Season chicken on both sides with 1 Tbsp Cajun seasoning per breast.
Sauté chicken in 1.5 Tbsp olive oil over medium high heat until cooked through. Remove from heat and let cool.
Once cooled, shred chicken into small pieces and place in large bowl.
Sauté peppers and onions in 1 Tbsp olive oil over medium high heat about 5 min or until softened and just starting to brown.
Add peppers and onions to bowl with chicken.
Add cheeses through to hot sauce into bowl with chicken and veggies and mix thoroughly. Taste mixture and adjust spices as desired.
Place 1 empanada dough round at a time on flat surface.
Place about 1.5-2 Tbsp chicken filling in center of dough.

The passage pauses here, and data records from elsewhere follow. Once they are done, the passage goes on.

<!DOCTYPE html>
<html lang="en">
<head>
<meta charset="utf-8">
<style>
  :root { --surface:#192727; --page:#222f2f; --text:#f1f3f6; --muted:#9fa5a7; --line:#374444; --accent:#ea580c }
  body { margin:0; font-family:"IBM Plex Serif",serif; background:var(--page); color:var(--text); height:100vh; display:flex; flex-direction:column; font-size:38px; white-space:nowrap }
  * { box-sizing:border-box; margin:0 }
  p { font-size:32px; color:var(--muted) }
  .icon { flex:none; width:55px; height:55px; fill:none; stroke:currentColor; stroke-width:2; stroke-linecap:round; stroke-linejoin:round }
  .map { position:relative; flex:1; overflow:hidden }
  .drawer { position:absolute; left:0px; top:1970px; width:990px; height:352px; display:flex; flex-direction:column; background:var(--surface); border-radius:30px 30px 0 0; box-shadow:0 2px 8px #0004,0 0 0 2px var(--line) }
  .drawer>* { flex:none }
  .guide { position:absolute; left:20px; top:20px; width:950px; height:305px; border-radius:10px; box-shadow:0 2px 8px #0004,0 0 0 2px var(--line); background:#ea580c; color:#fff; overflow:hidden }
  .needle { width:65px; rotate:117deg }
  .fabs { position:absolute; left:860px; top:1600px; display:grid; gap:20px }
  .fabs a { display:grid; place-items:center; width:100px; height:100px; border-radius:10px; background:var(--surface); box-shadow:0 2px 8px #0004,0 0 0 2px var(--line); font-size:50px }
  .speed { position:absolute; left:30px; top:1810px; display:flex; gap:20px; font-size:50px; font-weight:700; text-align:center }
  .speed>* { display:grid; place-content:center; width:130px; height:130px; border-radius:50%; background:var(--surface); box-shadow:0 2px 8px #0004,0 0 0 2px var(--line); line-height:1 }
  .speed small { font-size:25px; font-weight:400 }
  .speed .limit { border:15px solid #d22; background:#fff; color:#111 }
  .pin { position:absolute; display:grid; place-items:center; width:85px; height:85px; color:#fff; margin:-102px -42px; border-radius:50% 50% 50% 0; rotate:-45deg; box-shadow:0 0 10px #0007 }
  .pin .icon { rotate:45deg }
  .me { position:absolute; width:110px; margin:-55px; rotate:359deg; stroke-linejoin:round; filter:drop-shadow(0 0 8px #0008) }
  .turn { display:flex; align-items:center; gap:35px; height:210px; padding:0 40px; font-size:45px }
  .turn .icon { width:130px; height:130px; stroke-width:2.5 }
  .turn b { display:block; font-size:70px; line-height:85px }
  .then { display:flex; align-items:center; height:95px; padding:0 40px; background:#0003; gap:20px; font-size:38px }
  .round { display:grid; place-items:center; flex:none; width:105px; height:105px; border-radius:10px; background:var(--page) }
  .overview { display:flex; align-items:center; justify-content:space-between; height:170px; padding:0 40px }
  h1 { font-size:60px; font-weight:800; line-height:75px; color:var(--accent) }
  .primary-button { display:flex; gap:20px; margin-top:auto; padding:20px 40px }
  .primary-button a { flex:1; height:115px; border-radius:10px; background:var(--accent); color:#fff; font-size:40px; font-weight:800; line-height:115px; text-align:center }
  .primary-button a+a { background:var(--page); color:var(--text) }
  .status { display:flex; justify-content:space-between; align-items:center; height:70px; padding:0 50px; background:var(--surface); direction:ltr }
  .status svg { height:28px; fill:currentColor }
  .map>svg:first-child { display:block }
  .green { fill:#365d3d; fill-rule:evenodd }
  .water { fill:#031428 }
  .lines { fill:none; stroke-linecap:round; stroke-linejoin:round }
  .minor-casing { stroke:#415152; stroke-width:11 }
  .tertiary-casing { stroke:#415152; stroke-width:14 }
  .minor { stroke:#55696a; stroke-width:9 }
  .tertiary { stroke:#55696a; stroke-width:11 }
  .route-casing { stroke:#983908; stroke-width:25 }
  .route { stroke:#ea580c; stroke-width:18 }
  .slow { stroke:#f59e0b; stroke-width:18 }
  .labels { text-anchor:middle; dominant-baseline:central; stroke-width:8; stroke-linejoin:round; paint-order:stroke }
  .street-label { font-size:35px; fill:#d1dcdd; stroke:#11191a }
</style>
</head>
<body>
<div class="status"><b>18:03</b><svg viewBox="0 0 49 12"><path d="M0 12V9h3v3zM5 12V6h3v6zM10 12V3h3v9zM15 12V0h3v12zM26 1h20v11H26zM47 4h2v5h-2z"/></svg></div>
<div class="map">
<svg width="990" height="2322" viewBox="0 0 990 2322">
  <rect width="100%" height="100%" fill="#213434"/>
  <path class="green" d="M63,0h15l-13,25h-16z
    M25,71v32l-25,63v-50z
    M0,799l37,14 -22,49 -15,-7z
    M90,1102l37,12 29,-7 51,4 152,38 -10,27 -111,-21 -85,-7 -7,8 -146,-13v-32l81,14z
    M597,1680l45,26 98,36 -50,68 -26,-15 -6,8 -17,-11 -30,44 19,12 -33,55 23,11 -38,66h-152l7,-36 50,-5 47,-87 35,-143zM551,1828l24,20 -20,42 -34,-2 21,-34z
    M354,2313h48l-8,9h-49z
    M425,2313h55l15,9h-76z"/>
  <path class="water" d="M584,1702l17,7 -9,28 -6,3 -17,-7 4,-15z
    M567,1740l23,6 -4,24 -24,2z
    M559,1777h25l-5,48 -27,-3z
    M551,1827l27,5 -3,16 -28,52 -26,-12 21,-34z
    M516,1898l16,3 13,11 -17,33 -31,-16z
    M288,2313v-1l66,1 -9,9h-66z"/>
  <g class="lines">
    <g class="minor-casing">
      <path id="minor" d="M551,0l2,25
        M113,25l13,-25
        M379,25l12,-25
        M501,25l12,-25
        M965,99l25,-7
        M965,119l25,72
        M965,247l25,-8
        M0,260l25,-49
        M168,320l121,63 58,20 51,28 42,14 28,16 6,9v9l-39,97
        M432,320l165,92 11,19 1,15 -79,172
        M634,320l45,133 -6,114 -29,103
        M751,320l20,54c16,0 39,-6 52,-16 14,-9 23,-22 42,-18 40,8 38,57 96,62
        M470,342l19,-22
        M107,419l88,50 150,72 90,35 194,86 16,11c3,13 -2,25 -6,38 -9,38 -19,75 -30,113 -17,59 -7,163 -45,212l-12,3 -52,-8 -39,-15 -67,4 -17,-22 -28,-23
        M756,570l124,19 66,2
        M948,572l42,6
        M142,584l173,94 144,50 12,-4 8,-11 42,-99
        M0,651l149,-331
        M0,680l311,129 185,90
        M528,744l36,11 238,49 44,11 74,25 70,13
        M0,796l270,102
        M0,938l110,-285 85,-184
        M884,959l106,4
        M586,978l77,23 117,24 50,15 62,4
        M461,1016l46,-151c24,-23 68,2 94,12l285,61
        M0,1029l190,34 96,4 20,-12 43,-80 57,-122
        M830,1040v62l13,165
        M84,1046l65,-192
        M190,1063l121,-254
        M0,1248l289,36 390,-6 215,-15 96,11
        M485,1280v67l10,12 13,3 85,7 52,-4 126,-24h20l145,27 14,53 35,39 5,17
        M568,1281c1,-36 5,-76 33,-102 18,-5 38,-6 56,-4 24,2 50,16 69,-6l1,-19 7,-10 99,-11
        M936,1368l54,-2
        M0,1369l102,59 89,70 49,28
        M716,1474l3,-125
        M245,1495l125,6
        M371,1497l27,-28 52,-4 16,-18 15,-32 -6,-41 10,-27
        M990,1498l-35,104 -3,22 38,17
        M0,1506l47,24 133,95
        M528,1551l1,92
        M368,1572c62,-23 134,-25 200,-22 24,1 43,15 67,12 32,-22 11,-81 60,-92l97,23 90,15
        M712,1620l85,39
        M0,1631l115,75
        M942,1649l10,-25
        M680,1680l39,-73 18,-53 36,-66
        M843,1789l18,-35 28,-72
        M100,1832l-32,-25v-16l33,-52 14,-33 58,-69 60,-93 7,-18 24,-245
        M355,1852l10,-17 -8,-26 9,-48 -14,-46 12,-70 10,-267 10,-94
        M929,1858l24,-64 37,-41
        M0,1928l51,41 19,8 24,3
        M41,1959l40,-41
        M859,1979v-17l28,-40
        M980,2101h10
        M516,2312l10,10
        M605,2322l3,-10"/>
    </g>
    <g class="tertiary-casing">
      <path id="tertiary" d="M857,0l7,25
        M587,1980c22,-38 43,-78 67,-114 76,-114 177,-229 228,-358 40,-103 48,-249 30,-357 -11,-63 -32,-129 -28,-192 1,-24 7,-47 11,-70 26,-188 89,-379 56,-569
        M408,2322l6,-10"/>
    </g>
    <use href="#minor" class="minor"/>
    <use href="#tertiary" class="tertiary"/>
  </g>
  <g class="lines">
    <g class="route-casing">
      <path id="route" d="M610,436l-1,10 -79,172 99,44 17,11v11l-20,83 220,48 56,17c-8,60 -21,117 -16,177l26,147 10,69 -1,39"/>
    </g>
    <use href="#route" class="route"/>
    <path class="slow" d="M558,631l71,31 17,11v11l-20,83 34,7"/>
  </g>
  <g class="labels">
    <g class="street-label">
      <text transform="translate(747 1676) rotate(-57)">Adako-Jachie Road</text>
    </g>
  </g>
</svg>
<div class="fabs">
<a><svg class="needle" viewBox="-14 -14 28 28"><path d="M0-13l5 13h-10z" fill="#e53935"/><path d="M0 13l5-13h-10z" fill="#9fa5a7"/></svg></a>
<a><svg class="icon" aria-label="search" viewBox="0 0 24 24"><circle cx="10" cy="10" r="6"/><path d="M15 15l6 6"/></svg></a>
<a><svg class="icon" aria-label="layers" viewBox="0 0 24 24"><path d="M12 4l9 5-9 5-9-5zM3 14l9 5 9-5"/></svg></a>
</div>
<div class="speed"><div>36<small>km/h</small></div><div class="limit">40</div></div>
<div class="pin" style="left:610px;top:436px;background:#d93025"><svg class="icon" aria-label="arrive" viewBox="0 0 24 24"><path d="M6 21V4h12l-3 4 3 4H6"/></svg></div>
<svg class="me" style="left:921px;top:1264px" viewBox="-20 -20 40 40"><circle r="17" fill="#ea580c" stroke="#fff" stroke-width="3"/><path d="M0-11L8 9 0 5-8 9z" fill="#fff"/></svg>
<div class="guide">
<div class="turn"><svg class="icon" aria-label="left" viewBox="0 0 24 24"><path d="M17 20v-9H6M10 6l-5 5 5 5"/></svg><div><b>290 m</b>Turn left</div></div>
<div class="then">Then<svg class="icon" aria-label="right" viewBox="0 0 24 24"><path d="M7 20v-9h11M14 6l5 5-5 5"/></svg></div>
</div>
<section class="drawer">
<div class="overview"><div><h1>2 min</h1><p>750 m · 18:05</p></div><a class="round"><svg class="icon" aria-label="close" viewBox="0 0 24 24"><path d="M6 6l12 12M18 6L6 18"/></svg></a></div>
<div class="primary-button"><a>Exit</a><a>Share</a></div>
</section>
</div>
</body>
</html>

Dip finger into water and run along edges of empanada to dampen slightly (this helps dough to stick to itself).
Fold dough over filling and press edges together. Using a fork press down on edges all the way around the half moon to fully close empanada shell and give a decorative seal. Flip empanada over and repeat on other side to ensure a good seal.
Continue until you’ve made 24 empanadas or used all of your chicken.
Heat 2 Tbsp achiote oil over high heat until lightly bubbling.
Pan fry empanadas 3-4 at a time about 2 min on each side or until crunchy on both sides.
Remove and drain on paper towels.Continue until all empanadas are fried. Pour more oil in sauté pan as needed.